A structured set of objections, weighed in public.

Desk editor's note, referee report, simulated authors' rebuttal, and a circularity audit. Tearing a paper down is the easy half of reading it; the pith above is the substance, this is the friction.

Referee Report

2 major / 2 minor

Summary. The manuscript proposes MHMamba, a U-shaped architecture for 3D brain tumor segmentation that integrates multi-head state-space models (Mamba). It splits the channel dimension into parallel SSM heads, aggregates outputs with residuals, adds a channel-space calibration module, and introduces adaptive fusion at skip connections to improve long-range multimodal modeling while preserving linear complexity. Experiments and ablations on BraTS2021 and BraTS2023 are claimed to show stable improvements in overall accuracy, boundary smoothness, and sensitivity to tumor core and small-volume enhancing regions.
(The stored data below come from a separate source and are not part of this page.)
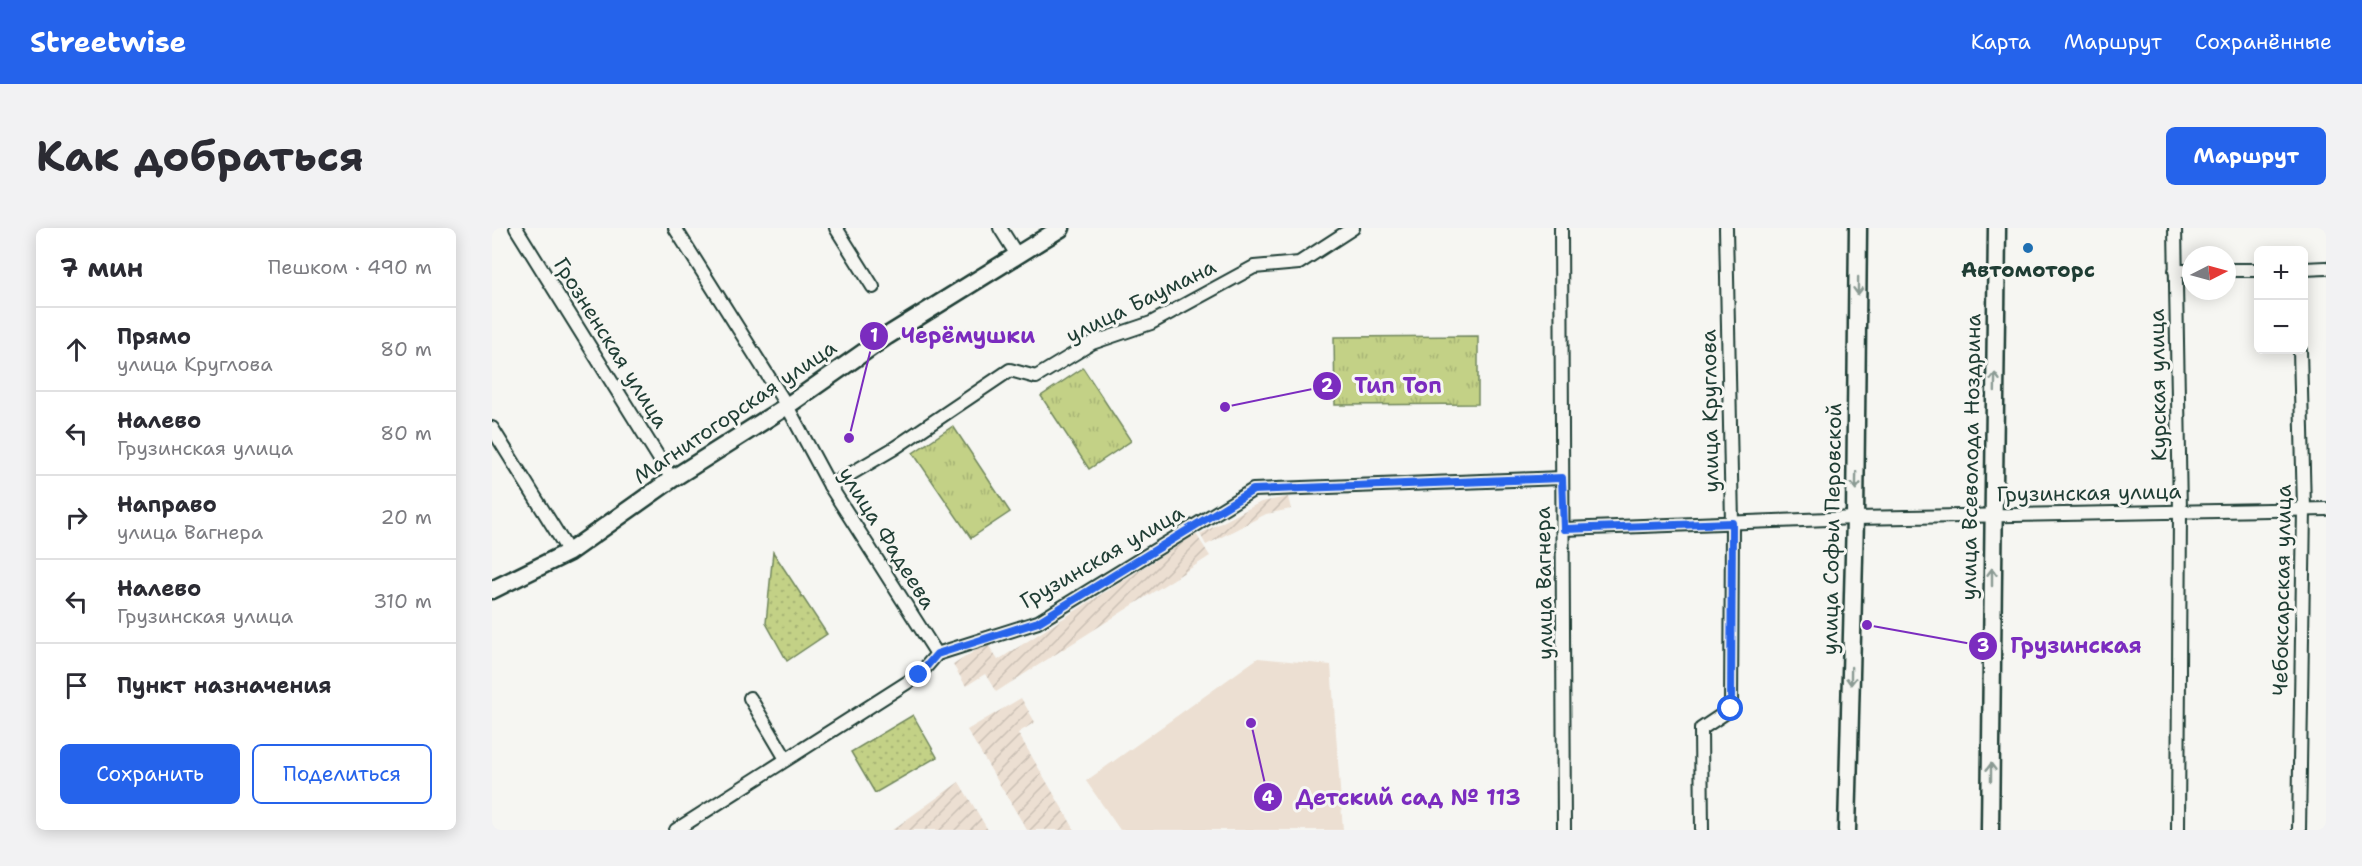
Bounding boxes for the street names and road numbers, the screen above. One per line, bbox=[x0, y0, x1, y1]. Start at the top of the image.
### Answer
street label: Грозненская улица bbox=[547, 252, 675, 434]
street label: улица Баумана bbox=[1061, 253, 1221, 349]
street label: Курская улица bbox=[2143, 308, 2173, 462]
street label: улица Всеволода Ноздрина bbox=[1954, 313, 1988, 601]
street label: улица Круглова bbox=[1695, 329, 1725, 493]
street label: Магнитогорская улица bbox=[628, 333, 842, 491]
street label: улица Софьи Перовской bbox=[1816, 402, 1848, 655]
street label: улица Фадеева bbox=[832, 462, 942, 614]
street label: Грузинская улица bbox=[1996, 477, 2182, 509]
street label: Чебоксарская улица bbox=[2266, 484, 2298, 696]
street label: Грузинская улица bbox=[1015, 499, 1189, 615]
street label: улица Вагнера bbox=[1529, 506, 1559, 660]

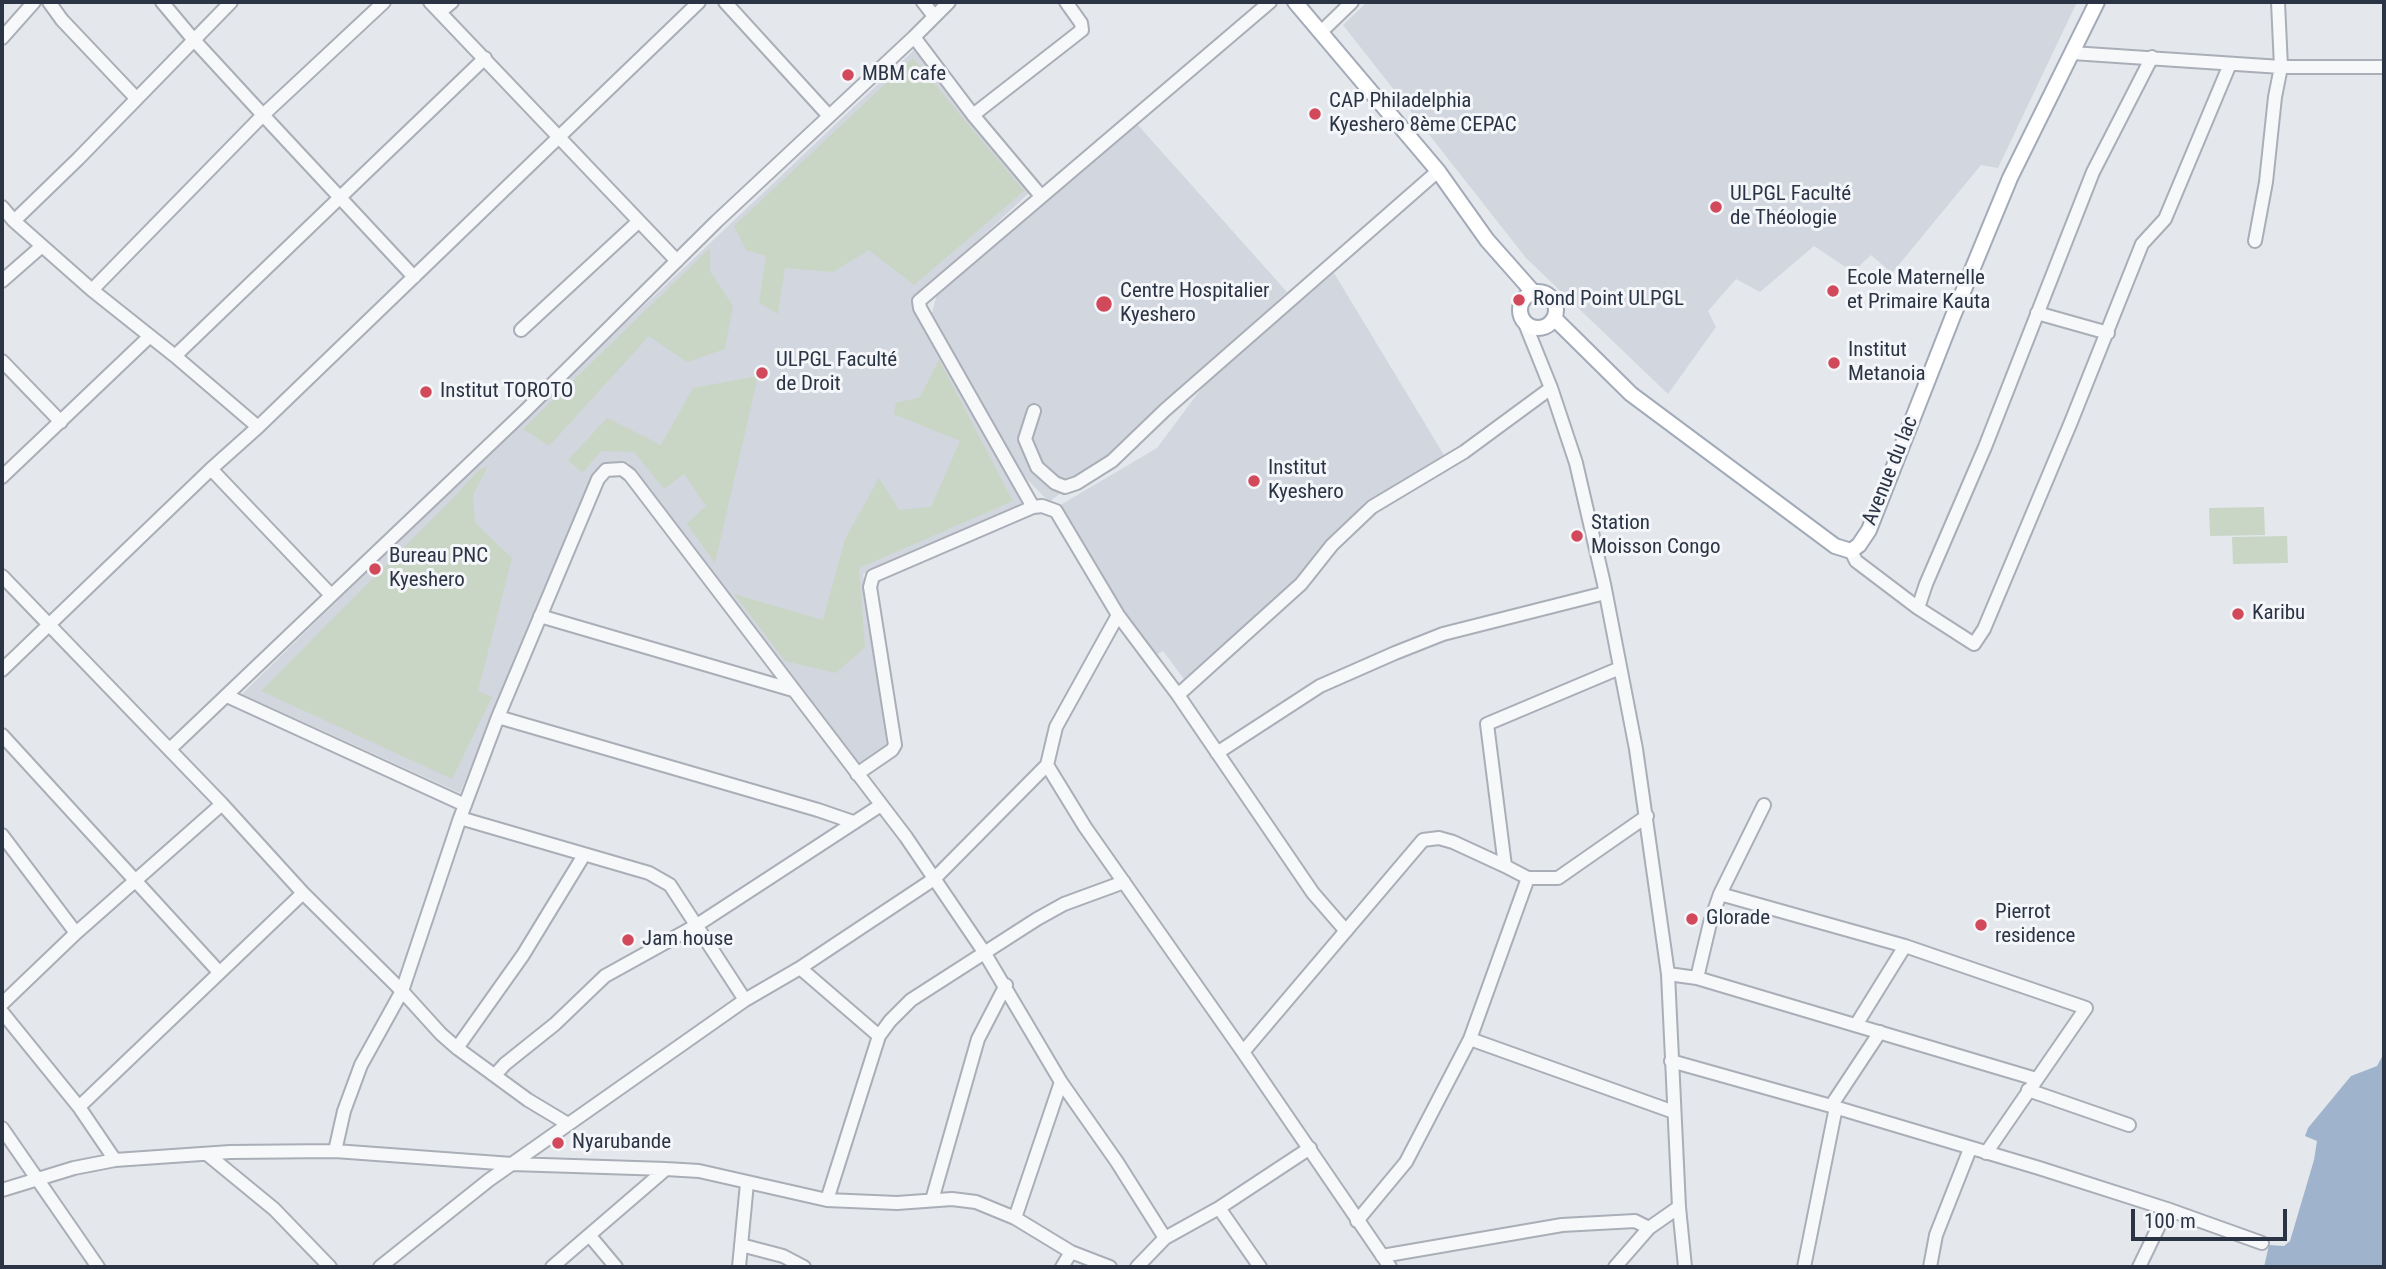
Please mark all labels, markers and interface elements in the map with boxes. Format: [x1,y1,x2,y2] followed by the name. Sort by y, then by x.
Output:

Significance. If the empirical claims hold with proper validation, the work could demonstrate a practical way to extend Mamba's efficiency advantages to heterogeneous 3D medical volumes, offering a lower-complexity alternative to Transformers for tasks requiring both global context and fine local contrast in multimodal MRI.

major comments (2)
  1. The central design choice of splitting the channel dimension into parallel SSM heads (described in the method) risks reducing per-head representational capacity for spatially localized high-frequency features in 3D BraTS volumes; the manuscript should supply a concrete analysis or ablation demonstrating that residual aggregation, channel-space calibration, and adaptive skip fusion compensate without loss of detail relative to single-head Mamba or standard CNN baselines.
  2. The abstract and results description assert 'stable and significant improvements' on BraTS2021 and BraTS2023 but supply no quantitative metrics, error bars, ablation tables, baseline comparisons, or statistical tests, so the data-to-claim link cannot be evaluated.
minor comments (2)
  1. Abstract: 'de lineation' appears to be a typo and should read 'delineation'.
  2. The phrase 'inter-block contextual incoherence' for Transformers would benefit from a brief clarification or citation to make the motivation more precise.

Simulated Author's Rebuttal

2 responses · 0 unresolved

We thank the referee for the constructive and detailed feedback on our manuscript. We address each major comment point by point below, providing clarifications on the design rationale and committing to revisions that strengthen the empirical presentation without altering the core contributions.

read point-by-point responses
  1. Referee: The central design choice of splitting the channel dimension into parallel SSM heads (described in the method) risks reducing per-head representational capacity for spatially localized high-frequency features in 3D BraTS volumes; the manuscript should supply a concrete analysis or ablation demonstrating that residual aggregation, channel-space calibration, and adaptive skip fusion compensate without loss of detail relative to single-head Mamba or standard CNN baselines.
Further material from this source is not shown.